Now that all the preparation is done, let’s get down to the best part: the tasting. I’d like to think of tasting as a five S process: sight, swirl, sniff, sip, and savor.

SIGHT: This is about enjoying the color and clarity of the wine. With experience, this can give great starting clues about the wine. Tilting the glass to create less wine to look through, to the white background, gives you an ability to discern color from the edge all the way to the saturated color of the wine in the bowl.

SWIRL AND SNIFF: Wine has a lot of volatile compounds that form the aromas. Depending on the concentration of these compounds, they can be strong scents or subtle nuances, so concentrating the aromas by swirling the wine vigorously in a large bowl will help discern the more subtle characters. This is the most important aspect of tasting wine, as truly we only detect sweet, sour, salty, bitter, and savory on the tongue. The rest of the perceptions we have as the flavor of peaches, etc. are actually scents that are detected by the receptors above and behind the palate.

Determining what a wine smells like takes a lot of practice. In fact, a way to help your guests with this process and give them something to bring home, is to give them all a wine aroma wheel as a placeholder at the tasting table, which can be purchased on, developed by Professor Emeritus Ann Noble from UC Davis. This tool will help you to develop your wine tasting stream of consciousness.

SIP: Finally, we are ready for the sip part of wine tasting. Take a sip of the wine and hold it in your mouth; swish it around, chew it, and allow it to coat your entire palate.

When sipping the wine there is a technique professional tasters use called “trilling.” This is basically the same as slurping soup off of a spoon. By vigorously aerating the wine entering your mouth, you again intensify the aromas that waft up the back of your palate to your smell receptors.

Remember, there are really only five “tastes,” so getting the volatile components of the wine to waft up will help with the “taste” of the wine.

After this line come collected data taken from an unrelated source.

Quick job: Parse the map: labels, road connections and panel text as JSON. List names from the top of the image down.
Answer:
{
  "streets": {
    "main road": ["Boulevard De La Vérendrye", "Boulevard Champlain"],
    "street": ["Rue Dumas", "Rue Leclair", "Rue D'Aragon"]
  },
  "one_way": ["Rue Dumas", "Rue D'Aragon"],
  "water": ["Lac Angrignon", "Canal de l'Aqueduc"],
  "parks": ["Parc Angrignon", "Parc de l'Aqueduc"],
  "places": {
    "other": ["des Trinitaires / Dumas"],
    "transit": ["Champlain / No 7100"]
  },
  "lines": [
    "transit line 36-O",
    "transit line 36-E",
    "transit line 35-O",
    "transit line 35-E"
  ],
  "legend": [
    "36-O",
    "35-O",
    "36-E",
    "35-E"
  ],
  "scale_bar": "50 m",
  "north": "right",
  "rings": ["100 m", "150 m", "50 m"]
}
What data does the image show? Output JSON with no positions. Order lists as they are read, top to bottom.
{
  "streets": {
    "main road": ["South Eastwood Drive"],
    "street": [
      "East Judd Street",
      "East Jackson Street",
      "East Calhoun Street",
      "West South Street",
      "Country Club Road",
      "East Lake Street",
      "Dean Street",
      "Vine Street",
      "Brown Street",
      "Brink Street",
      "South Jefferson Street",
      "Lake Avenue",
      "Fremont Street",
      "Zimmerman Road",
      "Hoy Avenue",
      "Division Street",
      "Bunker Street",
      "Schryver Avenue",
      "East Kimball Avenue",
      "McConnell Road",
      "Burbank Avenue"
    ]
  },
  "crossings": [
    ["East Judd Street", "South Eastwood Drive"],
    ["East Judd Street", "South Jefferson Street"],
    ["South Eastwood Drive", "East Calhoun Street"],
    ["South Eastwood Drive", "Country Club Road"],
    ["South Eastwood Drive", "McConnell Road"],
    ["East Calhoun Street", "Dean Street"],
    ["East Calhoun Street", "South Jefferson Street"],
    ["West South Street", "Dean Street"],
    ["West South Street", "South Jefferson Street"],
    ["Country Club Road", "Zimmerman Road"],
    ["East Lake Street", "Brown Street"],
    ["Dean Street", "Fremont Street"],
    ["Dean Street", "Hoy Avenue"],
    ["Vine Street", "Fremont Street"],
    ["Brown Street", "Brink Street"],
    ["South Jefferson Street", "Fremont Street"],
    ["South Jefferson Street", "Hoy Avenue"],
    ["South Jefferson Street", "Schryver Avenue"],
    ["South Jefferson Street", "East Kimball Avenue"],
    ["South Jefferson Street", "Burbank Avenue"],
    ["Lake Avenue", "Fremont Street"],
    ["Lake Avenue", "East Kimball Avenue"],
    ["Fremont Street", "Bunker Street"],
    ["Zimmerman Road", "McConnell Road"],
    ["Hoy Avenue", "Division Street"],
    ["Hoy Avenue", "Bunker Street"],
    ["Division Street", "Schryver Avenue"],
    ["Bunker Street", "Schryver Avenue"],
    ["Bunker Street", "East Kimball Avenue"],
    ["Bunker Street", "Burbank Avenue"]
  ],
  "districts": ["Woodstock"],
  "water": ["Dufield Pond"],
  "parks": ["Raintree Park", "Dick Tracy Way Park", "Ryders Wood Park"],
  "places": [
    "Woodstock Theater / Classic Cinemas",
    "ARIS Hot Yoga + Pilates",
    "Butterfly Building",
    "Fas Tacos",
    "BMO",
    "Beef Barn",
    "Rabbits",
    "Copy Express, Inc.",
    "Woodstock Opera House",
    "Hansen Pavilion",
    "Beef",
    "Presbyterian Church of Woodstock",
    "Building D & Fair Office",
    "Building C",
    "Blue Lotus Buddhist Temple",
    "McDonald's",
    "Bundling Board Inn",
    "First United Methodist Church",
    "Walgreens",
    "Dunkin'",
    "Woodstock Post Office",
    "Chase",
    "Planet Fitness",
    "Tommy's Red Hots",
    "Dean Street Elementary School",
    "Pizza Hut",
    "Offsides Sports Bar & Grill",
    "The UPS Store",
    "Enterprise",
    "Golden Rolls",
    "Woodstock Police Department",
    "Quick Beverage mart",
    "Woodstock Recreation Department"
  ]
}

What we spend more time on is the texture of the wine. What does the wine feel like? Is it thin and acidic? Is it rich and velvety? Is it light and crisp or heavy and thick?

SAVOR: Lastly, savoring is my personal most important aspect of determining the quality of the wine. For me, savoring the wine is about the lingering after taste. The longer and more complex the flavors last, the higher quality of the wine. In the vernacular, this is called the finish of the wine. Just like music, some wines finish with a crescendo while others just end abruptly.

Follow these steps with each of the wines before the meal as an entertaining start of the celebration, and then go through them again while you try the different wines with each course of the meal.